Saturday, November 14, 2009

First Blood - Part 4

Next I changed into my wetsuit, laid out the diving gear and the dive scooter and packed up my street clothes and empty duffel bags. Everything was going into the water, even the bike which I would ditch. I figured I would ditch about 4 grand worth of gear on this run. My main target tonight probably made that much money in just 4 minutes. Now I'm not poor but I wasn't going to be able to drop this kind of money every time. Remember, I'm a cheap bastard. Maybe I could submit a paper to the Harvard Business Review on the cost/benefit of various assassination techniques.

Anyway, I grabbed my rifle and ammo, went up to my firing position and started scanning the scene.
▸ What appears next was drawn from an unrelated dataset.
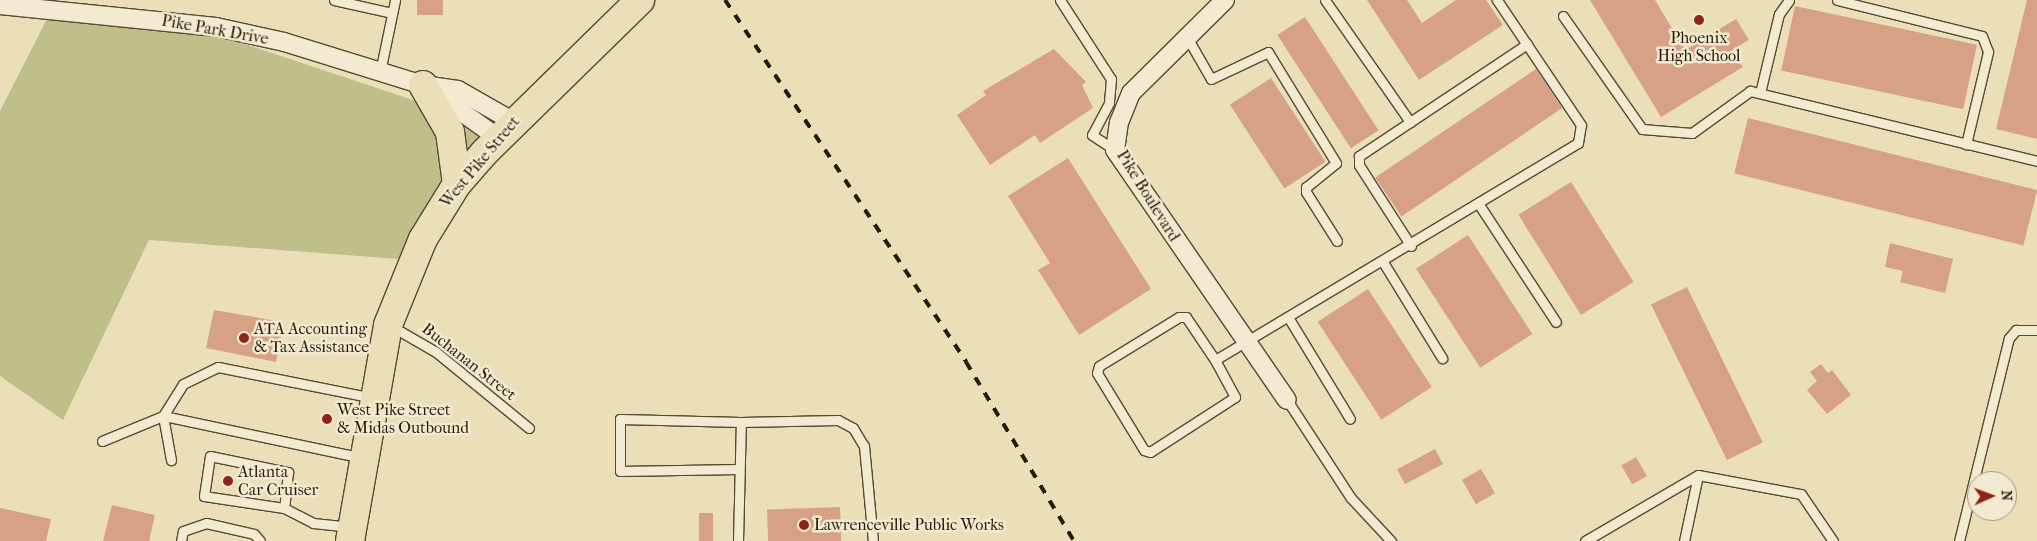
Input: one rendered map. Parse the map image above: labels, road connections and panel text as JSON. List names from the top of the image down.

More people had arrived and the party was in full swing. About 2/3rds were in costume and about half had covered or painted faces. I tried to read the body language of people to find out which one was my main target. It stands to reason that the host or hostess of a party will more and behave differently than a party guest. After awhile I was pretty sure he was dressed as a Southern Colonel in a white linen suit. I had memorized the faces of 23 top level people in this firm but so far I was able to id only the Colonel and 3 others.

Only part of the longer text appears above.